Ey dindarlar, nefs-i levvâme nedir?
AK Parti’nin üçüncü dönem iktidarının özeti şudur: Bu heyet tabii ömrünü tamamladı; takdir kazanan reformu niteliğini kaybedip tutucu, baskıcı bir karaktere büründü. Altın değerindeki iktidar ve devlet tecrübesini sadece kendini korumaya tahsis etti.
İktidardan uzaklaşma endişesiyle kontrolünü kaybetti. Sadece bürokrasiyi değil, devleti de partileştirerek fiili bir tek parti devletine yöneldi. Şimdi sistemi değiştirerek her ne pahasına olursa ayakta kalmaya uğraşıyor; oysaki demokratik idarelerde oyun kurallarını değiştirmek yerine oyuncuları değiştirmek en tutarlı yoldur.
AK Parti’yi, bileğinin hakkıyla kazandığı seçim başarıları zehirledi; o yüzden, bir dönem için bile olsun iktidardan uzaklaşabilme rahatlığını kendinden esirgedi. Siyasete değil, iktidara ara vermek ihtimâlini içine sindirebilmiş olsaydı, demokratik standartları daha da geliştirmeyi başarabilirdi; bunun yerine demokratik standartları düşürüp otoriter bir tek parti-tek lider modelinde tutunarak kendi yolunu kapattı.
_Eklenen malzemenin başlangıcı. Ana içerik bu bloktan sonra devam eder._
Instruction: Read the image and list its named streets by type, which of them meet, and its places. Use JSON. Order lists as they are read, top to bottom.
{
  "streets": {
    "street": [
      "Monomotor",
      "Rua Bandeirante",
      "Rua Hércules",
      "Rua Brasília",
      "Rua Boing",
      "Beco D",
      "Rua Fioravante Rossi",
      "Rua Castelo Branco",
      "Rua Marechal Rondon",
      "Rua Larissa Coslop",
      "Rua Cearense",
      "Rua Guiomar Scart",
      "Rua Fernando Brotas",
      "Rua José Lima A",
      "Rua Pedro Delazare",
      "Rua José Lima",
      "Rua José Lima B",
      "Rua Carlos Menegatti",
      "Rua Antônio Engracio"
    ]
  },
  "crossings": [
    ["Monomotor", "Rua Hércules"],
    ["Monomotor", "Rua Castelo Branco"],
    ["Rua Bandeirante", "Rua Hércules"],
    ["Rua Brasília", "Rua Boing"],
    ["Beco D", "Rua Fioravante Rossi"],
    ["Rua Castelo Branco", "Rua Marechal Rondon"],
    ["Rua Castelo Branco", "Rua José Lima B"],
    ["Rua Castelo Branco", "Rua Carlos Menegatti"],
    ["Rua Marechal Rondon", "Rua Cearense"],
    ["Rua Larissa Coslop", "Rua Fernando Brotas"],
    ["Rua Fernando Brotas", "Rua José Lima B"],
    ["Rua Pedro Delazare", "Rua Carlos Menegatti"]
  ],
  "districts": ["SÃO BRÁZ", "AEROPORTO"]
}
Üçüncü dönem hebâdır ve sıkıntı artık ‘devlet krizi’ boyutlarındadır, sistemle ilgilidir. Dördüncü dönem için bu heyetin seçim vizesi alması, onu demokratik sistemin icaplarına daha saygılı ve bağlı yapmaz; aksine onu daha hırçın, daha otoriter ve denetimsiz hale getirir. Gelişmeler açıkça bunu işaretliyor.
Fanatik bir partili, bu satırları okuduktan sonra, “Bu adam hükümetimizi devirmek istiyor” diye düşünebilir; bu zannından dolayı onu düzeltecek değilim. Bir kelime farkıyla; hükümetin ‘devrilmesi’ni değil, değişmesi gerektiğini düşünüyorum ve değişimin demokratik usûle uygun gerçekleşmesini daima tercih ederim.
Açmaz burada: AK Parti önümüzdeki seçimlerin yine en güçlü adayı. Düşük ihtimâlle kaybetse bile, yerini ikaame edecek bir iktidar alternatifi görünmüyor henüz. Hükümet taraftarları kazanmaya mahkûm olmanın nasıl da ayartıcı ve esritici bir pozisyon olduğunu anlayamıyorlar; ‘kazanmaya mahkûm’ kibar bir ifâde; daha doğrusu ‘kazanmaya lânetli’ olurdu. Daha zarlar havada dönerken kazanmak! Partinin kazancı, demokratik sistemin kaybı demek ama. Her alanda 2011’den daha gerideyiz ve iktidar bize daha fazla otoriterleşmek ve keyfî yönetimden başka tercih sunmuyor.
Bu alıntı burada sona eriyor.